Listed entries:
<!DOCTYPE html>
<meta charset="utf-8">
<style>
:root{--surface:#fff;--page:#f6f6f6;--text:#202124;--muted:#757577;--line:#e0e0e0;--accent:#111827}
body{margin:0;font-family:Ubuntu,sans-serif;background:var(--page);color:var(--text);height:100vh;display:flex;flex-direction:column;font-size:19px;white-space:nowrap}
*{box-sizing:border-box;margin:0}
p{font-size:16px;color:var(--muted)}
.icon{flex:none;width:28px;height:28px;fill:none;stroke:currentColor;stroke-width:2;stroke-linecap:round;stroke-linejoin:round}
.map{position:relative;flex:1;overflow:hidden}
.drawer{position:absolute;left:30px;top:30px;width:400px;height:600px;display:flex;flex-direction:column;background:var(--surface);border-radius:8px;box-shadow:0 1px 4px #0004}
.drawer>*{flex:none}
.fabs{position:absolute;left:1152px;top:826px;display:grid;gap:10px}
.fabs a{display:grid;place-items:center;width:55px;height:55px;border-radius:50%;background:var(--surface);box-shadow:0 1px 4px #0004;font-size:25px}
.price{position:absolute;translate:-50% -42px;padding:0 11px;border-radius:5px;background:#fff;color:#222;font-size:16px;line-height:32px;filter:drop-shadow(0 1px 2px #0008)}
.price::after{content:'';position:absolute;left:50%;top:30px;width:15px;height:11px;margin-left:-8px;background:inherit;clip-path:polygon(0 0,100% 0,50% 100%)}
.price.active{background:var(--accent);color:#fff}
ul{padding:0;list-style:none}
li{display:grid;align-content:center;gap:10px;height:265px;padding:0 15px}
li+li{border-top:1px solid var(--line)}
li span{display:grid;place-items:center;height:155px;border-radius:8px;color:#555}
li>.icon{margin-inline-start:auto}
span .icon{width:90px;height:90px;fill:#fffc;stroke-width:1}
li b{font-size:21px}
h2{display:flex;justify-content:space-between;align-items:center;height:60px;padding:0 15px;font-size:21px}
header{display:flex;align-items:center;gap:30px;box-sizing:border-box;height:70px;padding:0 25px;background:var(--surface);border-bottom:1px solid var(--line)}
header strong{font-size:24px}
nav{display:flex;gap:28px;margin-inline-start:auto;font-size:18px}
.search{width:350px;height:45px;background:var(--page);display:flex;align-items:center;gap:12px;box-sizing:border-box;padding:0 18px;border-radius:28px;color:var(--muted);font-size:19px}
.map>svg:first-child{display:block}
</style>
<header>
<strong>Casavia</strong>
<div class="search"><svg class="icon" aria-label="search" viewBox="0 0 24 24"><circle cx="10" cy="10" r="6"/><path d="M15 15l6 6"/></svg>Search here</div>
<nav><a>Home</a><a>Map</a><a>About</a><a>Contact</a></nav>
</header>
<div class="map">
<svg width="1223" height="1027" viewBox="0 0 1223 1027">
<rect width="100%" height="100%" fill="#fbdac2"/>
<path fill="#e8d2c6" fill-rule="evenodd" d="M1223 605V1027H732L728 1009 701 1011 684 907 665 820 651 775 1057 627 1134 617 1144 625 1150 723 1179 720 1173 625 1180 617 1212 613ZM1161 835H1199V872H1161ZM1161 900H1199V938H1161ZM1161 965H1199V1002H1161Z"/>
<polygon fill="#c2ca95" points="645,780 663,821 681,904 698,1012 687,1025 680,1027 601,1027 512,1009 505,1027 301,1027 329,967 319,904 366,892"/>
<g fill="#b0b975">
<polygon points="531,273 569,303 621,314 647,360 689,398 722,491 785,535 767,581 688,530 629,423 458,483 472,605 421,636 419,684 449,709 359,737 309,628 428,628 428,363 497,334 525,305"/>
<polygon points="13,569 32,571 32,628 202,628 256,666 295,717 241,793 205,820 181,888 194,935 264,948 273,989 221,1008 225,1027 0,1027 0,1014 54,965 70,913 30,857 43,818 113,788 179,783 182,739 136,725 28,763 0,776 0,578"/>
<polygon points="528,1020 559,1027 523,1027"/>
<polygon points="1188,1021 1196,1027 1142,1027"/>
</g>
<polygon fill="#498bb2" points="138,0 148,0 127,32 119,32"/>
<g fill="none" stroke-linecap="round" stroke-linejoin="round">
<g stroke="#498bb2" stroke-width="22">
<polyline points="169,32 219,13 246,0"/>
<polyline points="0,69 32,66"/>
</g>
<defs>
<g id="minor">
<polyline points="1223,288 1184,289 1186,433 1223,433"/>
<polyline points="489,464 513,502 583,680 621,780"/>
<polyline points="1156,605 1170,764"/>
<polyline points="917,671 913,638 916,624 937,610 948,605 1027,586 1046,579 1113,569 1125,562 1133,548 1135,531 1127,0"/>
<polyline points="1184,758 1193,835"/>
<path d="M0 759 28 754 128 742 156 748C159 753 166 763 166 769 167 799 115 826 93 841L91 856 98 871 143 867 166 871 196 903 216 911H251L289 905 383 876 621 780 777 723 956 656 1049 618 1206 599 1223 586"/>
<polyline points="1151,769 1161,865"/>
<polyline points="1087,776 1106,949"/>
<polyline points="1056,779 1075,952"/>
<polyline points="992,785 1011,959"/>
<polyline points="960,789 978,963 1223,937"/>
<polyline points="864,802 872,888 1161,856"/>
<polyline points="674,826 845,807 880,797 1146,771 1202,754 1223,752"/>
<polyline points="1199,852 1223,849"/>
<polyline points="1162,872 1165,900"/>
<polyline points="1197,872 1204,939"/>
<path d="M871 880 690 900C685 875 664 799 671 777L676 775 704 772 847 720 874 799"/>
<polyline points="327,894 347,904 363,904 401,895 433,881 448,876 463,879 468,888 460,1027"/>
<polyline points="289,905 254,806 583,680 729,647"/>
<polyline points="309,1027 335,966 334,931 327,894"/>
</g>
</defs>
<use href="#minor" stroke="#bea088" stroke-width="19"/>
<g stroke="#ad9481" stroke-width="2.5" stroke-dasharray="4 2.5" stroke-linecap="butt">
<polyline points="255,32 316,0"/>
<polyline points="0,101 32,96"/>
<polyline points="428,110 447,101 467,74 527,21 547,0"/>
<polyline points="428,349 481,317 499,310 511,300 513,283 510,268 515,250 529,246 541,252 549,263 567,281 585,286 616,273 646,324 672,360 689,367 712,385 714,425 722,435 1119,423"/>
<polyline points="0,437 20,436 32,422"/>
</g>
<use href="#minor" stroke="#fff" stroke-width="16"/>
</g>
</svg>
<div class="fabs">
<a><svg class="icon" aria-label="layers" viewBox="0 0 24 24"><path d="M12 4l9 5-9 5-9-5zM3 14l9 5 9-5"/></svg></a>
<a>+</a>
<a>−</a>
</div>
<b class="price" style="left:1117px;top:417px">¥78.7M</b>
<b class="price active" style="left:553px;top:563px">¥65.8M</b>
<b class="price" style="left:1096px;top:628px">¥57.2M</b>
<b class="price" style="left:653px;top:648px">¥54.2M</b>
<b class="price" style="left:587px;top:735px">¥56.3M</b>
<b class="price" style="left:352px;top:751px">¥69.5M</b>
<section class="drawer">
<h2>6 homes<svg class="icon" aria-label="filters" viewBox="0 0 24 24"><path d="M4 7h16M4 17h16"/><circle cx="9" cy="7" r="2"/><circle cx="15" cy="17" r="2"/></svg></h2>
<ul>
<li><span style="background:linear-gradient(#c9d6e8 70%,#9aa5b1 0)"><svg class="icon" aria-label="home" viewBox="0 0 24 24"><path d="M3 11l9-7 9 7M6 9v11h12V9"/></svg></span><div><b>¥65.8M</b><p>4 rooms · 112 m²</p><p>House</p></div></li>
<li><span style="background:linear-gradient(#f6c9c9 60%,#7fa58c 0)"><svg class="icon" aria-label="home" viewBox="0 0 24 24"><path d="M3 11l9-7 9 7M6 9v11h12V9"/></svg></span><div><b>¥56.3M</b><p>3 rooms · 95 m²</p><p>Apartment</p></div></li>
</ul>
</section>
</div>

==

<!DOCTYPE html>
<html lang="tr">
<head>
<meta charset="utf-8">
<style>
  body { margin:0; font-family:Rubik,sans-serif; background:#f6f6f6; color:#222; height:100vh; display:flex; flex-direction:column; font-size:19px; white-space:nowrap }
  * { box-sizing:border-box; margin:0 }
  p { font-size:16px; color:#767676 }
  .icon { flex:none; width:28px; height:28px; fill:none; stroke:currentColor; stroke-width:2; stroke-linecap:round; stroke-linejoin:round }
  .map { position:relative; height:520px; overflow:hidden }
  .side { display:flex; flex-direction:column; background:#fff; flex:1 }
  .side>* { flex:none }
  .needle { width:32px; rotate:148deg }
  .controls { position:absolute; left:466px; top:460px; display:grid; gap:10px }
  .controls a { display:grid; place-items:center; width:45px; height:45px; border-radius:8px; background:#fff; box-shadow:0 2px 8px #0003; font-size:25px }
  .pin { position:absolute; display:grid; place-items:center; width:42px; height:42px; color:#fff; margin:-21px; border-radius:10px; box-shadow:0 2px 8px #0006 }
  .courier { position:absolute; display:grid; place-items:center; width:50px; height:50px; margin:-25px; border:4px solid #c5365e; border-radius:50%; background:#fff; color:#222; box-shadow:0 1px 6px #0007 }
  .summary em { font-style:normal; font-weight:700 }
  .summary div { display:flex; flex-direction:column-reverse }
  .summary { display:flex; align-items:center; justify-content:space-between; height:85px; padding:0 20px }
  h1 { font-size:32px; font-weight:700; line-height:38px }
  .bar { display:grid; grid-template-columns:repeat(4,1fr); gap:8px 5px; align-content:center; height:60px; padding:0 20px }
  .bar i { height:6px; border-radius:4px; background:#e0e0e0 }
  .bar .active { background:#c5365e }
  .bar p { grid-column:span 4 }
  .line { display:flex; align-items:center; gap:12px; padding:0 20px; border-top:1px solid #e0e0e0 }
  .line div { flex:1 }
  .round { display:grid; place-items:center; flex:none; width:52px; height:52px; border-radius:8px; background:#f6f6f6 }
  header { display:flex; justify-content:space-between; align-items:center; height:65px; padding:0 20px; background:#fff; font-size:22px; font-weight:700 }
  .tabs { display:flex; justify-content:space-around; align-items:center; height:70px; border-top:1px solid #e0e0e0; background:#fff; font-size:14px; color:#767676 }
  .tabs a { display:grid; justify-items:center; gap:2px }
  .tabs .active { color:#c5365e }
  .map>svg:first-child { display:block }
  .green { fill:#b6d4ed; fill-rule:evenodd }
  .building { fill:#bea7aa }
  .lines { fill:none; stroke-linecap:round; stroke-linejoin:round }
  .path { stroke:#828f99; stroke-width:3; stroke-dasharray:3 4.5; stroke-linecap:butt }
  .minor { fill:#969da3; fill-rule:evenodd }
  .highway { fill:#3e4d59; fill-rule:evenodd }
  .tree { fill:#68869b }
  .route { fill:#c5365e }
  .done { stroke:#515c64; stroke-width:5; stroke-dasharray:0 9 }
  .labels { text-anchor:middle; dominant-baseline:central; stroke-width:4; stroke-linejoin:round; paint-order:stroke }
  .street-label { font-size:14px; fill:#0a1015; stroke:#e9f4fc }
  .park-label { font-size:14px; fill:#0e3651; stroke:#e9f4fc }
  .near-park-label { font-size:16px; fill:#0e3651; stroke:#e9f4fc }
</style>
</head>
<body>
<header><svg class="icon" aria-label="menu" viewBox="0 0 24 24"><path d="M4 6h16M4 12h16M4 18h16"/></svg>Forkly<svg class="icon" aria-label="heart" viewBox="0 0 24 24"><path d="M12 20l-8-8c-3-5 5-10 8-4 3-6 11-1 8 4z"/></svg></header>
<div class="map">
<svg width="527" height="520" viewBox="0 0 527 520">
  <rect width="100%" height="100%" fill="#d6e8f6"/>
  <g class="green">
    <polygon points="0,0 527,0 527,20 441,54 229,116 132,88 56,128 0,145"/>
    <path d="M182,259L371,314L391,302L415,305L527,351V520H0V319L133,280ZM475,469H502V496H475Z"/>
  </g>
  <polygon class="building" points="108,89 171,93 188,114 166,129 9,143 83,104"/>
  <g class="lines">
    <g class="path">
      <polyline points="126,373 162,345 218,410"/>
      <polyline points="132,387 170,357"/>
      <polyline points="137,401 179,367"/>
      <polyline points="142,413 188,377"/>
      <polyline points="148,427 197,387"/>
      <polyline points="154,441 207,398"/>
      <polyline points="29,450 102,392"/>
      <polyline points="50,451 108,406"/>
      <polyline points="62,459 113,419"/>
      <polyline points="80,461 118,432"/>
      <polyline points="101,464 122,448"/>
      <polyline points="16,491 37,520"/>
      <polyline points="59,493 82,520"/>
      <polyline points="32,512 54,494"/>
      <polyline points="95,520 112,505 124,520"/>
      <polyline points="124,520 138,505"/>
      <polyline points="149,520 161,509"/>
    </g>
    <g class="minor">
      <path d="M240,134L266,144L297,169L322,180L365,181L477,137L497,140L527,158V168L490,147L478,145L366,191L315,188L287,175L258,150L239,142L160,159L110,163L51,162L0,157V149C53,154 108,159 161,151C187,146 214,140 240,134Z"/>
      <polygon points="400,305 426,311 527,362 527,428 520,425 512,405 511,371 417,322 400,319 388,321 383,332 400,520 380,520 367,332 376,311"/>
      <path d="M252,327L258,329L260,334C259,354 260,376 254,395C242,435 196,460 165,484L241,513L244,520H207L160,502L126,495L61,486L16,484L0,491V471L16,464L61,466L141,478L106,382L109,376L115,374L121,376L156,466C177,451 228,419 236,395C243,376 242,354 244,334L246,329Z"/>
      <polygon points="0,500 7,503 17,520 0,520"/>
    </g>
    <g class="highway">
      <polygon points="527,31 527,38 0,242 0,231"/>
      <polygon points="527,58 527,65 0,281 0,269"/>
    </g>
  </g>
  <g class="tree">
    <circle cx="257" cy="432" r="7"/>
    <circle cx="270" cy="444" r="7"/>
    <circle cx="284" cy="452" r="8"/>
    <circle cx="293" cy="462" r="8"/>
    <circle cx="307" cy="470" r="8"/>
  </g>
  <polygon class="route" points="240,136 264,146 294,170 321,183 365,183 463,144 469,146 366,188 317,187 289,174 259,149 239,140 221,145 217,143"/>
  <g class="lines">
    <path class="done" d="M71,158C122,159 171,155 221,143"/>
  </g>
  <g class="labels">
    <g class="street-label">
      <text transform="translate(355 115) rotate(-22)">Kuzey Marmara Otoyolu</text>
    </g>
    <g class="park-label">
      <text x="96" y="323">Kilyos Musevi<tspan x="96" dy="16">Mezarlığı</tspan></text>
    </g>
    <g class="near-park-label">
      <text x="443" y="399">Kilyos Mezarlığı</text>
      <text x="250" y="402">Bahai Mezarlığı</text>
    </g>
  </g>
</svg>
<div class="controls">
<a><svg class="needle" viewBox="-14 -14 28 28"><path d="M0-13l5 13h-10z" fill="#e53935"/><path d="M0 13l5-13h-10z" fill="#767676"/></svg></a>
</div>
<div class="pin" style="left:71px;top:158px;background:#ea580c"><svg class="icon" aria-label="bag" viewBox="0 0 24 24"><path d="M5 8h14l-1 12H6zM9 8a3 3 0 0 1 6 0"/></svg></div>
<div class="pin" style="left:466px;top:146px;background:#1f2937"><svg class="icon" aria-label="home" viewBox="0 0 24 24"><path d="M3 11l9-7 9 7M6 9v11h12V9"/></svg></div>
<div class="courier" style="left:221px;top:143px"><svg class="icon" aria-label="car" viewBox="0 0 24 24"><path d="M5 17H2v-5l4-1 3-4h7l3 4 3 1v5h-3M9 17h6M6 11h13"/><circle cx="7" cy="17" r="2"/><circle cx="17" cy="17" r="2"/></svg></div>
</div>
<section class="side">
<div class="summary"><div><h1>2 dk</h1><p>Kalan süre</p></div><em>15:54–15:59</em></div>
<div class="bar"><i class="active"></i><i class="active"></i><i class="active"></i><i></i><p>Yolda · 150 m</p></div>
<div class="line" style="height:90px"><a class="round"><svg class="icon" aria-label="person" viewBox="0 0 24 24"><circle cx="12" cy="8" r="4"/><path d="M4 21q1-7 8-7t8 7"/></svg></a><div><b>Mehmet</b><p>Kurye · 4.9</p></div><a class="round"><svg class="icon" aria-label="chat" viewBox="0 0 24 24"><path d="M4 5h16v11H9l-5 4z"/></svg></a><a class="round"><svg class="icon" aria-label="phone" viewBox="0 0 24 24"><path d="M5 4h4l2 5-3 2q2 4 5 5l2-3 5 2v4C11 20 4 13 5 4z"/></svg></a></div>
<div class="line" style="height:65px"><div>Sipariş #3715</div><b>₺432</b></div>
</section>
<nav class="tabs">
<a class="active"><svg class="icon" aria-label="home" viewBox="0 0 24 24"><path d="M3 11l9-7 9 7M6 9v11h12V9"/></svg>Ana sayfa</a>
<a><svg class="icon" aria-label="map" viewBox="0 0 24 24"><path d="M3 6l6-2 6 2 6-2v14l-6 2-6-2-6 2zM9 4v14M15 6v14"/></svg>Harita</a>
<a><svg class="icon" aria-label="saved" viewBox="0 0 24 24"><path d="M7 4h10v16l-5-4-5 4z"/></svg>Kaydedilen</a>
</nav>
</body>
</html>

Exercise:
Collect the lines of the data that carry the word "currentColor".

Reply to the task:
.icon{flex:none;width:28px;height:28px;fill:none;stroke:currentColor;stroke-width:2;stroke-linecap:round;stroke-linejoin:round}
  .icon { flex:none; width:28px; height:28px; fill:none; stroke:currentColor; stroke-width:2; stroke-linecap:round; stroke-linejoin:round }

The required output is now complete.